Assigned task. Should the entries contain pictures, leave them out and return exactly the lines from the first through the line holding "2px #3f564b) drop-shadow(0".

▼

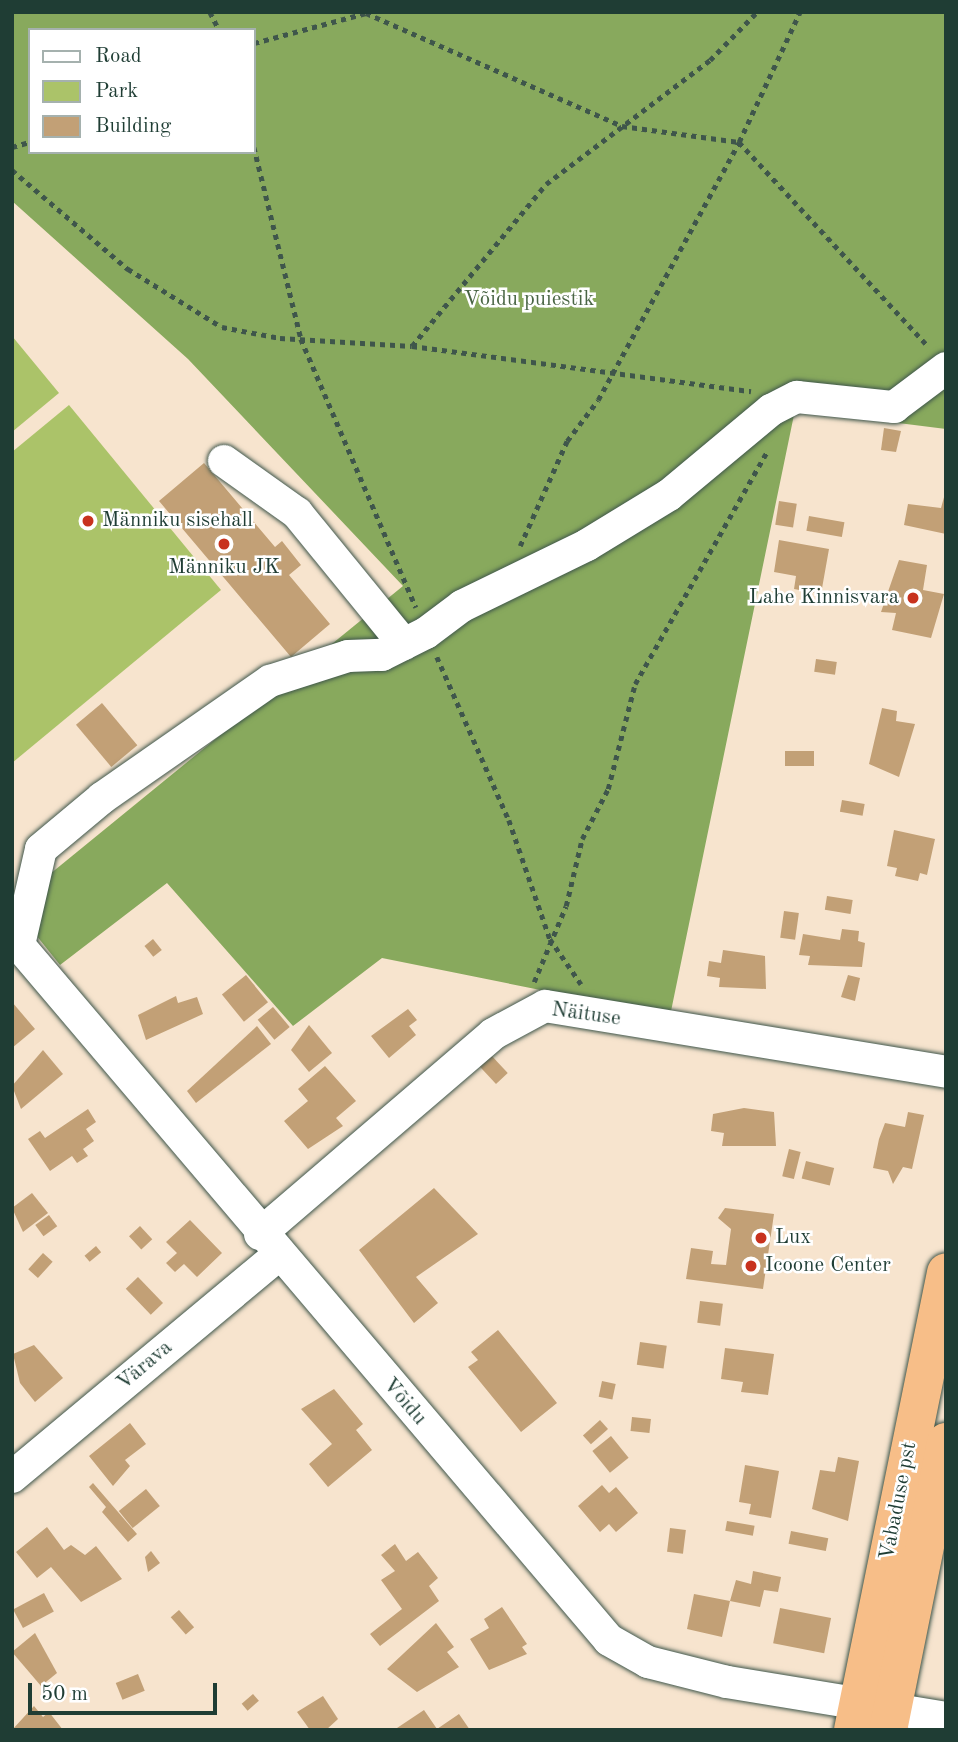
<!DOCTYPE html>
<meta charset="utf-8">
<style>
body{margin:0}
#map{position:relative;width:958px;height:1742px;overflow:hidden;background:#f7e4ce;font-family:"Old Standard TT",serif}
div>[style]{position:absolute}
.green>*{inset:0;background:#abc369}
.forest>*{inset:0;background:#88a95d}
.building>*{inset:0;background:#c2a076;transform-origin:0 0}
.path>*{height:4.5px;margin-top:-2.25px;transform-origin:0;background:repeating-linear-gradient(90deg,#3f564b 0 5px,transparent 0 10px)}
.roads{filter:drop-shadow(0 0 2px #3f564b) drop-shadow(0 0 2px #3f564b)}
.minor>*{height:32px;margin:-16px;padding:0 16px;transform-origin:16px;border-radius:16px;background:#fff}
.highway>*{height:38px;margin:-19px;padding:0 19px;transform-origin:19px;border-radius:19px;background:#f7be88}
.dots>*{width:19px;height:19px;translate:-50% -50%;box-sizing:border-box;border:4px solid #fff;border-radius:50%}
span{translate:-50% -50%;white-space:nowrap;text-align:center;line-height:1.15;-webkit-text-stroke:5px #fff;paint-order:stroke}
.park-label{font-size:21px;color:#496544}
.poi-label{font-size:21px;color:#1f3d34}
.left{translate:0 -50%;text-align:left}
.right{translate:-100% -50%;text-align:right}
.street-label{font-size:21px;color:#1f3d34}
.frame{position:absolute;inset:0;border:14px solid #1f3d34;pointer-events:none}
.legend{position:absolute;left:28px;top:28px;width:228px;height:126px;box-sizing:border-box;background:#fff;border:2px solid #a5b1ae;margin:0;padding:9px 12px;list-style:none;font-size:21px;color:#1f3d34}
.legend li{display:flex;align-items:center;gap:14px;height:35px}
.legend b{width:35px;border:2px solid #a5b1ae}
.scale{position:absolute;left:28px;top:1683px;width:189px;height:32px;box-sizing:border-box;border:4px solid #1f3d34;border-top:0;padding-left:9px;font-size:21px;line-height:24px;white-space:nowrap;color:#1f3d34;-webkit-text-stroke:5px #fff;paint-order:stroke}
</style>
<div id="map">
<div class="green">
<div style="clip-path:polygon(12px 336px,59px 393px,12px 432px)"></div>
<div style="clip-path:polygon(69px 405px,221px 590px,12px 763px,12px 452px)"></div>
</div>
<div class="forest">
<div style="clip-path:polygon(evenodd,12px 12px,946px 12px,946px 429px,795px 410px,670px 1016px,382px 958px,293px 1026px,167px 883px,60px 965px,12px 905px,403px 586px,188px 359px,12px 201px,12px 12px,30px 30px,254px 30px,254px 152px,30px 152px,30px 30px)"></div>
</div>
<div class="building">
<div style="clip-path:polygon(884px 428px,901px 431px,896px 452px,881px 450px)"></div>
<div style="clip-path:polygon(204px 463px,275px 547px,282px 541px,301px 565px,289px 575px,330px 624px,291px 657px,159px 501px)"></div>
<div style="clip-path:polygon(946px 490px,946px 534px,904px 525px,908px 504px,941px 508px)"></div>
<div style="left:779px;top:501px;width:18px;height:24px;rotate:9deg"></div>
<div style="left:809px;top:516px;width:36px;height:15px;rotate:10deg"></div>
<div style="clip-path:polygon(779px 540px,829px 549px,821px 594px,794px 589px,796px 576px,774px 572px)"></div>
<div style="clip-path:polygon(899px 560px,927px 565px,923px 590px,944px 594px,931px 638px,892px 630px,896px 613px,881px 612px)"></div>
<div style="left:816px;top:659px;width:21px;height:13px;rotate:8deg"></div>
<div style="left:102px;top:703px;width:55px;height:34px;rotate:50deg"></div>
<div style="clip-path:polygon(882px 708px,897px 711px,896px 721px,915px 724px,899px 777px,869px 764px)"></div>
<div style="left:785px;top:751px;width:29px;height:15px"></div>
<div style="left:842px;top:800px;width:23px;height:12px;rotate:10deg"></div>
<div style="clip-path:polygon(894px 830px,935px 839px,927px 875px,920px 873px,918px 881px,895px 876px,897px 868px,887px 866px)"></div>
<div style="left:827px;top:896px;width:26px;height:14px;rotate:9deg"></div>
<div style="left:784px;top:911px;width:15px;height:27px;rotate:8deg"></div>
<div style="clip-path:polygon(842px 929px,859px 931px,858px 941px,865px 943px,862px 967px,808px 965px,810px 956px,799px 955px,803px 934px,840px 940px)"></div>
<div style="left:153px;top:939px;width:14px;height:11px;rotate:51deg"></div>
<div style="clip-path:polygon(723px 950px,765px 956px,766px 989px,719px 987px,720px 978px,707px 976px,709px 961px,721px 963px)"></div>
<div style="left:246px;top:975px;width:35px;height:31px;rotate:51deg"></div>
<div style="clip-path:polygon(848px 975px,860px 978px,855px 1001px,841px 997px)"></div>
<div style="clip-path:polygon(176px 996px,178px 1003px,197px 997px,203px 1014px,146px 1040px,138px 1015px)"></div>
<div style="clip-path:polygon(12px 1002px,35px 1029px,12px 1048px)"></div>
<div style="left:273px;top:1007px;width:26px;height:20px;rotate:50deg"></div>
<div style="clip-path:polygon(408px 1009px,417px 1020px,409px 1026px,416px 1035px,389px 1058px,371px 1036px)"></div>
<div style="clip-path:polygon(309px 1025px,332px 1053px,309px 1072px,291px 1050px)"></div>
<div style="clip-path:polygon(257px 1026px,271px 1044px,196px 1103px,187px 1091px)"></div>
<div style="clip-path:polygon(43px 1050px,63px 1074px,21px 1109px,12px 1086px)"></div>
<div style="left:490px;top:1054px;width:26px;height:16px;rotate:47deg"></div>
<div style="clip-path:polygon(325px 1066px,356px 1101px,336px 1118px,343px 1126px,308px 1149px,284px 1121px,308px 1101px,298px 1089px)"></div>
<div style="clip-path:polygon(744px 1108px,774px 1112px,776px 1146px,722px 1146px,724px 1133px,711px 1131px,713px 1114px)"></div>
<div style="clip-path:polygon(88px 1109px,96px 1122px,86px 1129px,94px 1141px,83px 1149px,88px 1156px,77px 1163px,72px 1156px,50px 1171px,28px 1139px,40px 1131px,45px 1138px)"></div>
<div style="clip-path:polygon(908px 1112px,924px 1115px,912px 1169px,903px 1167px,893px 1184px,888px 1171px,873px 1168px,879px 1139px,885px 1123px,905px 1127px)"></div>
<div style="left:789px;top:1149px;width:12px;height:28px;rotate:14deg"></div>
<div style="left:806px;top:1161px;width:29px;height:18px;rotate:14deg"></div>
<div style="clip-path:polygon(434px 1188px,478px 1234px,416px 1277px,438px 1303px,414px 1323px,359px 1250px)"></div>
<div style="clip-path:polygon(32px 1193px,48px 1213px,23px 1232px,12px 1208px)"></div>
<div style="clip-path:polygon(725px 1208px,774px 1214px,763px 1289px,686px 1279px,691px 1248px,713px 1251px,711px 1264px,726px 1265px,731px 1229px,718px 1218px)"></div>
<div style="left:49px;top:1215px;width:14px;height:17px;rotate:54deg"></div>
<div style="clip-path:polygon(190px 1220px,222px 1253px,197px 1277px,184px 1264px,175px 1272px,166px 1263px,177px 1253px,166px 1242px)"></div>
<div style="left:140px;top:1226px;width:18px;height:15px;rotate:47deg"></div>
<div style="left:96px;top:1246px;width:8px;height:15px;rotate:50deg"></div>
<div style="left:43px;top:1253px;width:13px;height:22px;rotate:42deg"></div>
<div style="left:138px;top:1277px;width:36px;height:17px;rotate:46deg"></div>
<div style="left:700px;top:1301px;width:23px;height:22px;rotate:7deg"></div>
<div style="clip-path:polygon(498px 1330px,557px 1403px,521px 1432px,468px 1367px,478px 1360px,471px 1352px)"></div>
<div style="left:640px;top:1342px;width:27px;height:23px;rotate:8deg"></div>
<div style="clip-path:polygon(34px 1345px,63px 1378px,35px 1402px,20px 1383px,13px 1354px)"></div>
<div style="clip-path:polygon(725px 1348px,774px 1354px,768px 1395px,741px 1392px,743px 1382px,721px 1379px)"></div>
<div style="left:602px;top:1381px;width:14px;height:16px;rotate:12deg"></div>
<div style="clip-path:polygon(334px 1389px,363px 1424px,356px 1430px,372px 1450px,328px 1487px,309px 1464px,332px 1444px,301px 1409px)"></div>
<div style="left:632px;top:1417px;width:19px;height:14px;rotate:6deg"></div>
<div style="left:600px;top:1420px;width:12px;height:23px;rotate:48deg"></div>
<div style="clip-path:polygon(130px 1423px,146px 1444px,125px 1460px,130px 1466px,113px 1486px,89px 1456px)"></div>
<div style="left:611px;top:1436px;width:28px;height:24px;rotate:51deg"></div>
<div style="clip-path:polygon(838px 1457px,859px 1461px,848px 1521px,812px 1509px,820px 1470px,835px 1472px)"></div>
<div style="clip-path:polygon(745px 1465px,779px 1471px,771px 1518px,749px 1514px,751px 1504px,739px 1502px)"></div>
<div style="clip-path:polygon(93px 1483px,137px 1534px,128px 1542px,102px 1512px,106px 1507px,89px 1487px)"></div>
<div style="clip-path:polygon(602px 1485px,609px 1493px,616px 1487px,638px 1513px,616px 1532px,609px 1524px,600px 1532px,578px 1506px)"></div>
<div style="left:146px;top:1489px;width:22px;height:35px;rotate:51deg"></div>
<div style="left:727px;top:1521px;width:28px;height:10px;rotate:10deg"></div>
<div style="clip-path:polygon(47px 1527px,64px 1550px,71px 1545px,85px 1555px,96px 1546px,122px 1579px,81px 1602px,51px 1567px,37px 1578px,16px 1552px)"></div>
<div style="left:670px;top:1528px;width:16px;height:24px;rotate:7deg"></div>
<div style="left:791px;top:1531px;width:38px;height:13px;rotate:11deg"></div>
<div style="clip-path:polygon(395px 1544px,406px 1561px,418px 1552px,429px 1566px,438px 1578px,429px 1586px,439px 1601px,380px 1646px,370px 1634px,402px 1609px,381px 1580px,395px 1571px,381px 1555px)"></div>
<div style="clip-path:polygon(151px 1551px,160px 1563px,148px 1572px,145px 1557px)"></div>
<div style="clip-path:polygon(753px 1571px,781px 1577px,778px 1592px,764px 1590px,760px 1607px,730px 1601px,722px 1637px,687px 1629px,694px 1594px,730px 1601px,736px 1580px,751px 1584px)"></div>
<div style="left:44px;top:1593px;width:21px;height:35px;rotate:62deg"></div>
<div style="clip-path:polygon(502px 1607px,527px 1644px,522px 1647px,527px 1654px,489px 1670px,470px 1639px,489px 1628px,484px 1619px)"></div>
<div style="left:780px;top:1608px;width:52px;height:36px;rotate:11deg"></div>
<div style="left:179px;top:1610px;width:23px;height:11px;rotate:49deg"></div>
<div style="clip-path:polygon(436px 1623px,454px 1647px,447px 1652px,459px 1667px,417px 1692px,387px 1669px)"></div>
<div style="clip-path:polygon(35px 1633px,57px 1673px,41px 1686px,12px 1652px)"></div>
<div style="left:138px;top:1674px;width:18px;height:24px;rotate:68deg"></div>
<div style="left:253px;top:1694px;width:9px;height:15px;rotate:49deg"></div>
<div style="clip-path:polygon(323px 1696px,338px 1719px,326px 1730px,310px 1730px,297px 1712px)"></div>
<div style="clip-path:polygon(34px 1706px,43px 1717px,49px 1712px,63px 1730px,12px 1730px)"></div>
<div style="clip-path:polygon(424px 1710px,437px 1729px,459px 1714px,470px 1730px,394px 1730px)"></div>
</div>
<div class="path">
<div style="left:210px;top:12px;width:20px;rotate:63deg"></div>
<div style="left:366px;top:13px;width:280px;rotate:23.8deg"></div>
<div style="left:622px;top:126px;width:118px;rotate:7.8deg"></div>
<div style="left:739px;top:142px;width:278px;rotate:47.2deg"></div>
<div style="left:254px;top:43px;width:116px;rotate:-15deg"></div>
<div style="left:12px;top:147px;width:19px;rotate:-16deg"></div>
<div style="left:254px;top:147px;width:198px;rotate:76.2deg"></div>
<div style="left:301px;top:339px;width:292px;rotate:66.8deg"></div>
<div style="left:12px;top:170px;width:153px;rotate:40.5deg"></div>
<div style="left:128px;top:269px;width:110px;rotate:31.7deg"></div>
<div style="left:222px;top:327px;width:59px;rotate:10.7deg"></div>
<div style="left:280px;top:338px;width:132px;rotate:3.5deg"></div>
<div style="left:412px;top:346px;width:210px;rotate:-50.4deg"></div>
<div style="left:546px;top:184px;width:206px;rotate:-37.1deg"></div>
<div style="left:710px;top:60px;width:67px;rotate:-45.6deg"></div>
<div style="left:412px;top:346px;width:342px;rotate:7.6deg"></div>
<div style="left:520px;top:546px;width:115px;rotate:-65.9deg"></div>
<div style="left:567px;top:441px;width:51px;rotate:-52.9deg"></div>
<div style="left:598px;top:400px;width:294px;rotate:-61.3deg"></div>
<div style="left:739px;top:142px;width:144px;rotate:-64.9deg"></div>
<div style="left:437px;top:657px;width:178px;rotate:66.2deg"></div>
<div style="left:509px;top:820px;width:126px;rotate:71deg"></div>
<div style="left:550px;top:939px;width:55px;rotate:55.4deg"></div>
<div style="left:534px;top:982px;width:82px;rotate:-67.2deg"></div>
<div style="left:566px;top:906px;width:69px;rotate:-76.6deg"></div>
<div style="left:582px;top:839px;width:56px;rotate:-62.5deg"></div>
<div style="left:608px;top:789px;width:108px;rotate:-75.6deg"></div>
<div style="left:635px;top:684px;width:269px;rotate:-60.4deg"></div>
</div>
<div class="roads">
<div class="minor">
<div style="left:224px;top:461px;width:90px;rotate:35.5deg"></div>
<div style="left:297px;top:513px;width:169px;rotate:50.8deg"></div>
<div style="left:12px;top:937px;width:922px;rotate:49.66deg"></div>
<div style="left:609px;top:1640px;width:45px;rotate:29.4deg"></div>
<div style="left:648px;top:1662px;width:81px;rotate:14.2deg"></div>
<div style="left:727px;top:1682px;width:222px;rotate:9.3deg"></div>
<div style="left:19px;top:945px;width:98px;rotate:-77.1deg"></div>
<div style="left:41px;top:849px;width:80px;rotate:-39.9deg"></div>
<div style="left:102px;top:798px;width:205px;rotate:-34.9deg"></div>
<div style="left:270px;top:681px;width:82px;rotate:-17.8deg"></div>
<div style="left:348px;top:656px;width:34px;rotate:-2deg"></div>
<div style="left:382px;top:655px;width:49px;rotate:-26.6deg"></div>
<div style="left:426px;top:633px;width:45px;rotate:-36.9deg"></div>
<div style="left:462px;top:606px;width:139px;rotate:-26deg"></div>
<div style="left:587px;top:545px;width:96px;rotate:-31.4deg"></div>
<div style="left:669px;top:495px;width:133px;rotate:-39.8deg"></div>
<div style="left:771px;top:410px;width:29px;rotate:-27deg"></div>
<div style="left:797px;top:397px;width:98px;rotate:5.9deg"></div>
<div style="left:894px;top:407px;width:65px;rotate:-36.9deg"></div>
<div style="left:260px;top:1234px;width:307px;rotate:-40.6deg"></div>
<div style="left:493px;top:1034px;width:59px;rotate:-28.3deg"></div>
<div style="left:545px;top:1006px;width:406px;rotate:9.3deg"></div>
<div style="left:12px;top:1477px;width:346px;rotate:-39.8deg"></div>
</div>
<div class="highway">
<div style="left:853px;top:1730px;width:467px;rotate:-78.5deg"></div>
<div style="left:888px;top:1730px;width:294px;rotate:-78.6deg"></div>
</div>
</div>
<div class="dots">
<div style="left:88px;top:521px;background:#c8321e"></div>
<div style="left:224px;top:544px;background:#c8321e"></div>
<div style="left:913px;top:598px;background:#c8321e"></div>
<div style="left:761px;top:1238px;background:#c8321e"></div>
<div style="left:751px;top:1266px;background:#c8321e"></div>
</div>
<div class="park-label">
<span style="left:529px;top:300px">Võidu puiestik</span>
</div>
<div class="poi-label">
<span class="left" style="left:102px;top:521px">Männiku sisehall</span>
<span style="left:224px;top:568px">Männiku JK</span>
<span class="right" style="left:899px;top:598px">Lahe Kinnisvara</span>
<span class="left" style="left:775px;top:1238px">Lux</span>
<span class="left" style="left:765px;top:1266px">Icoone Center</span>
</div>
<div class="street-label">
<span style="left:586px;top:1015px;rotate:8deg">Näituse</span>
<span style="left:145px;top:1366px;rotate:-40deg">Värava</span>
<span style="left:404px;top:1402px;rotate:49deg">Võidu</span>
<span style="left:899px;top:1501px;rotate:-79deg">Vabaduse pst</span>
</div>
<div class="frame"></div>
<ul class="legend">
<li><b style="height:9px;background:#fff"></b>Road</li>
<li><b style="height:19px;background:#abc369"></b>Park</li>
<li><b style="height:19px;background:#c2a076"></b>Building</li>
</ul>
<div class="scale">50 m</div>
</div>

▲

Written response.
<!DOCTYPE html>
<meta charset="utf-8">
<style>
body{margin:0}
#map{position:relative;width:958px;height:1742px;overflow:hidden;background:#f7e4ce;font-family:"Old Standard TT",serif}
div>[style]{position:absolute}
.green>*{inset:0;background:#abc369}
.forest>*{inset:0;background:#88a95d}
.building>*{inset:0;background:#c2a076;transform-origin:0 0}
.path>*{height:4.5px;margin-top:-2.25px;transform-origin:0;background:repeating-linear-gradient(90deg,#3f564b 0 5px,transparent 0 10px)}
.roads{filter:drop-shadow(0 0 2px #3f564b) drop-shadow(0 0 2px #3f564b)}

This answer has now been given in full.